To what was there said can be added that, even if we are wrong in holding that “the new matter” introduced into the Practice Act, 1915 (Act of May 14), P. L. 483-7, The Pleadings Generally, sections 2, P. L. 483, and 6, P. L. 484, by the 1st and 2nd sections of the Act of March 30, 1925, P. L. 84-5, means no more than new matter in the nature of a counter-claim — that the defendant, having made full response to the facts set forth in the statement of claim, may, in addition, proceed in the affidavit of defence only to aver facts which will entitle him to affirmative relief against the plaintiff — even if to “new matter,” as used in the amending act, is to be attributed a wider significance, than we have given the words, still, the above rule must be made absolute*

“New matter” is matter for the defence not provable under denial, that is”, facts outside of an issue raised by denial, and, hence, any matter embraced in an issue raised, or in any issue which the defendant might have raised, is not new matter: Flack v. O’Brien, 43 N. Y. Supp. 854 (1897), Gaynor, J.; McManus v. Western Assur. Co., 48 N. Y. Supp. 820 (1898), Gaynor, J.; Green v. Brown, 49 N. Y. Supp. 163 (1898), Gaynor, J.; Von Hagen v. Waterbury Manuf. Co., 49 N. Y. Supp. 465 (1898), Gaynor, J.; Laurie v. Duer et al., 61 N. Y. Supp. 930 (1899), Gaynor, J.; Cruikshank v. Press Pub. Co., 65 N. Y. Supp. 297 (1900), Gaynor, J.; Durst v. Brooklyn Heights R. Co., 67 N. Y. Supp. 297 (1900), Gaynor, J.; Johnson v. Andrews, 68 N. Y. Supp. 764 (1901), Gaynor, J.; Schmidt v. McCaffrey, 70 N. Y. Supp. 1011 (1901), Gaynor, J.; Sanford v. Rhoads et al., 80 N. Y. Supp. 404 (1903), Gaynor, J.; and Schultz v. Greenwood Cemetery, 93 N. Y. Supp. 180 (1905), Gaynor, J.

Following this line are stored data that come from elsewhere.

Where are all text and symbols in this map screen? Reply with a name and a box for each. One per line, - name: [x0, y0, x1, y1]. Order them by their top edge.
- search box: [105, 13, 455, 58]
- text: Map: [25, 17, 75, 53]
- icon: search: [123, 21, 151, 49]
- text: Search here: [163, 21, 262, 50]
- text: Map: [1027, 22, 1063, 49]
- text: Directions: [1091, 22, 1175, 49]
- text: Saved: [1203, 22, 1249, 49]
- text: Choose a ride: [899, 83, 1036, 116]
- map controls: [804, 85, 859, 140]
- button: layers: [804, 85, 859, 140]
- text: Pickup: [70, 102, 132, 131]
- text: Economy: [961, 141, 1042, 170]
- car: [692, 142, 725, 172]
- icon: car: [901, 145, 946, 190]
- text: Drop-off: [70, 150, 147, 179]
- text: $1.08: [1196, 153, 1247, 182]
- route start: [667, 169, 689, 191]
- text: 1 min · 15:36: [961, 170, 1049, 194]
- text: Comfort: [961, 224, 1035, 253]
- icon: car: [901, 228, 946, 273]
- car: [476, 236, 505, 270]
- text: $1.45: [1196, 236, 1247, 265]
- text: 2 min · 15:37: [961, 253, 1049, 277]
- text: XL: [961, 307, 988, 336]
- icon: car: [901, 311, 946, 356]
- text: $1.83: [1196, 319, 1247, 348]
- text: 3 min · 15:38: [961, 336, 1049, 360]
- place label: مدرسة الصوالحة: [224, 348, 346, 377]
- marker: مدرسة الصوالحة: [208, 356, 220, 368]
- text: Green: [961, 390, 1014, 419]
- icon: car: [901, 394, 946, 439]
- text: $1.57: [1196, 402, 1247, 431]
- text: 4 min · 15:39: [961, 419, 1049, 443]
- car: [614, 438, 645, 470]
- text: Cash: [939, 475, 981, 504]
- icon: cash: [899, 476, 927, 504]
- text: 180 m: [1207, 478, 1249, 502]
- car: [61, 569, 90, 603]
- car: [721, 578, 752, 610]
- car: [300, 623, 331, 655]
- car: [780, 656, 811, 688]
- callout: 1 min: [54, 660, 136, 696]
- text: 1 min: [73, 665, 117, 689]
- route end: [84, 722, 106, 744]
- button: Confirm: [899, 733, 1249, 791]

A material allegation of new matter in an affidavit of defence means some fact which the plaintiff in the first instance does not have to prove in order to establish his cause of action and which goes in avoidance or discharge of the cause of action alleged in the statement of claim: McCarty v. Roberts, 8 Ind. 150, 151 (1856), Davison, J.

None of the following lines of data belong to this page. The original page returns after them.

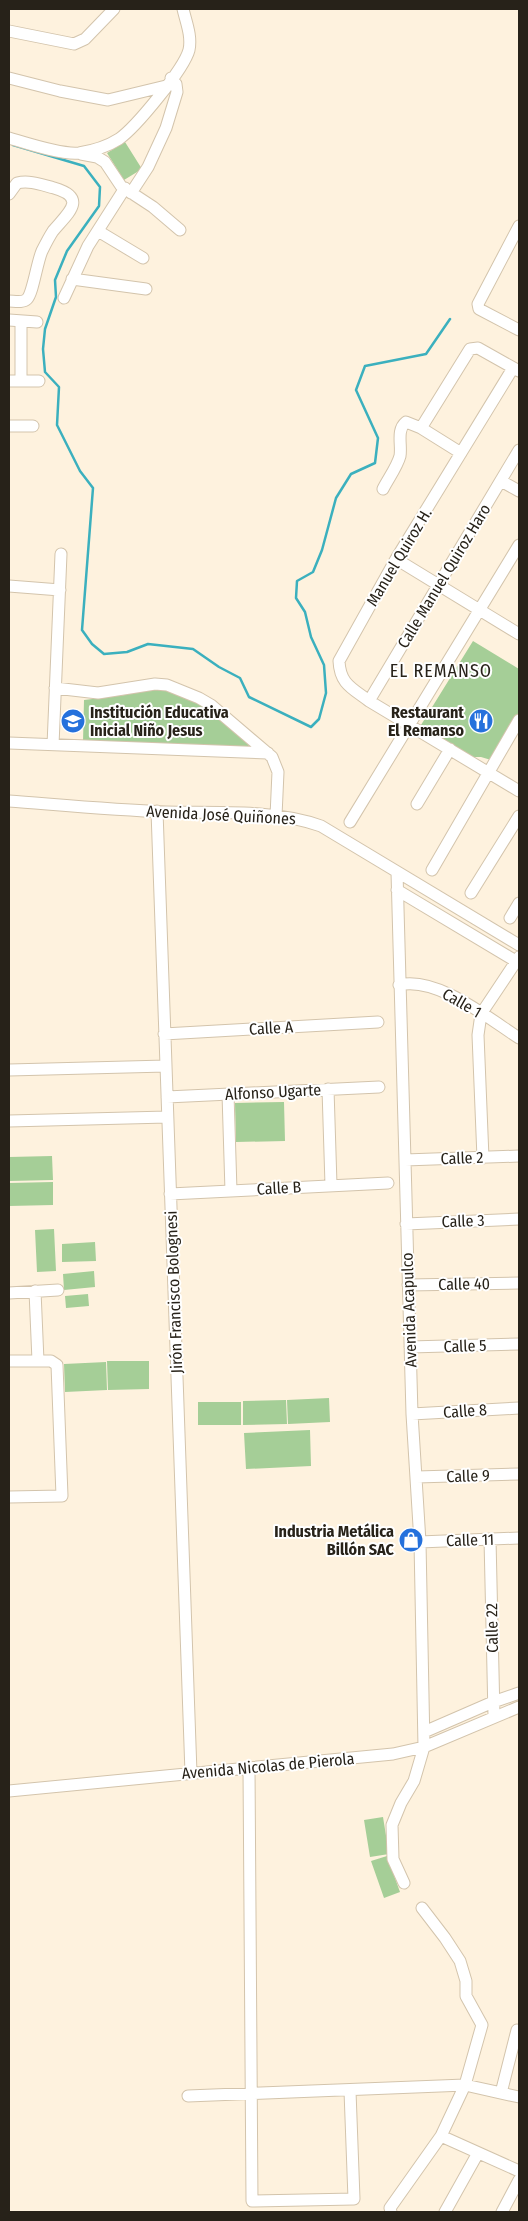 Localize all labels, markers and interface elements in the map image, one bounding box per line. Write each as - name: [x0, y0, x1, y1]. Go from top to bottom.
- street label: Calle Manuel Quiroz Haro: [393, 501, 495, 651]
- street label: Manuel Quiroz H.: [362, 505, 436, 609]
- district label: EL REMANSO: [390, 660, 492, 682]
- place label: Institución Educativa Inicial Niño Jesus: [90, 703, 229, 740]
- place label: Restaurant El Remanso: [388, 703, 464, 740]
- school or university icon: Institución Educativa Inicial Niño Jesus: [60, 708, 86, 734]
- restaurant icon: Restaurant El Remanso: [468, 708, 494, 734]
- street label: Avenida José Quiñones: [146, 802, 296, 828]
- street label: Calle 1: [439, 984, 485, 1022]
- street label: Calle A: [248, 1017, 294, 1039]
- street label: Alfonso Ugarte: [224, 1080, 322, 1104]
- street label: Calle 2: [440, 1148, 484, 1168]
- street label: Calle B: [256, 1177, 302, 1199]
- street label: Jirón Francisco Bolognesi: [162, 1210, 186, 1374]
- street label: Calle 3: [441, 1211, 485, 1231]
- street label: Avenida Acapulco: [397, 1252, 421, 1368]
- street label: Calle 40: [438, 1274, 490, 1294]
- street label: Calle 5: [443, 1336, 487, 1356]
- street label: Calle 8: [443, 1400, 487, 1422]
- street label: Calle 9: [446, 1466, 490, 1486]
- place label: Industria Metálica Billón SAC: [274, 1522, 395, 1559]
- shop icon: Industria Metálica Billón SAC: [398, 1527, 424, 1553]
- street label: Calle 11: [446, 1530, 494, 1550]
- street label: Calle 22: [482, 1603, 502, 1653]
- street label: Avenida Nicolas de Pierola: [181, 1749, 355, 1783]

“New matter” means matter extrinsic to the matter set up in the statement of claim as the basis of the cause of action: Encyclopedia of Pleading and Practice, Answers in Code Pleading, 777-862, xm, New Matter, 830-51, I, General Nature, 830, Definition; Berreski v. Philadelphia Electric Co. 67 Pa. Superior Ct. 215, 222 (1917), Porter, J. For instance, new matter is where the contract is admitted and the matter set up avoids the contract — not where the matter alleged denies the contract: Brazill v. Isham, 12 N. Y. 9 (1854), Gardiner, C. J.

[196]*196“New matter” is the averment of facts different from those alleged in the statement of claim and not embraced within the judicial inquiry into their truth: Northrup et al. v. The Mississippi Valley Ins. Co., 47 Mo. 435, 443-4 (1871), Wagner, J. Anything which shows that the plaintiff has not the right of of recovery at all, or to the extent he claims, on the case as he makes it, may be given in evidence upon an issue joined by an allegation in the statement of claim and a corresponding denial in the affidavit of defence. Where, however, the defendant relies upon something not put in issue by the plaintiff, the former, must set up that upon which he relies. This is new matter — that is, the defendant seeks to bring into the case a defence hitherto not disclosed by the pleadings: Bridges v. Paige, 13 Cal. 640, 642 (1859), Baldwin, J.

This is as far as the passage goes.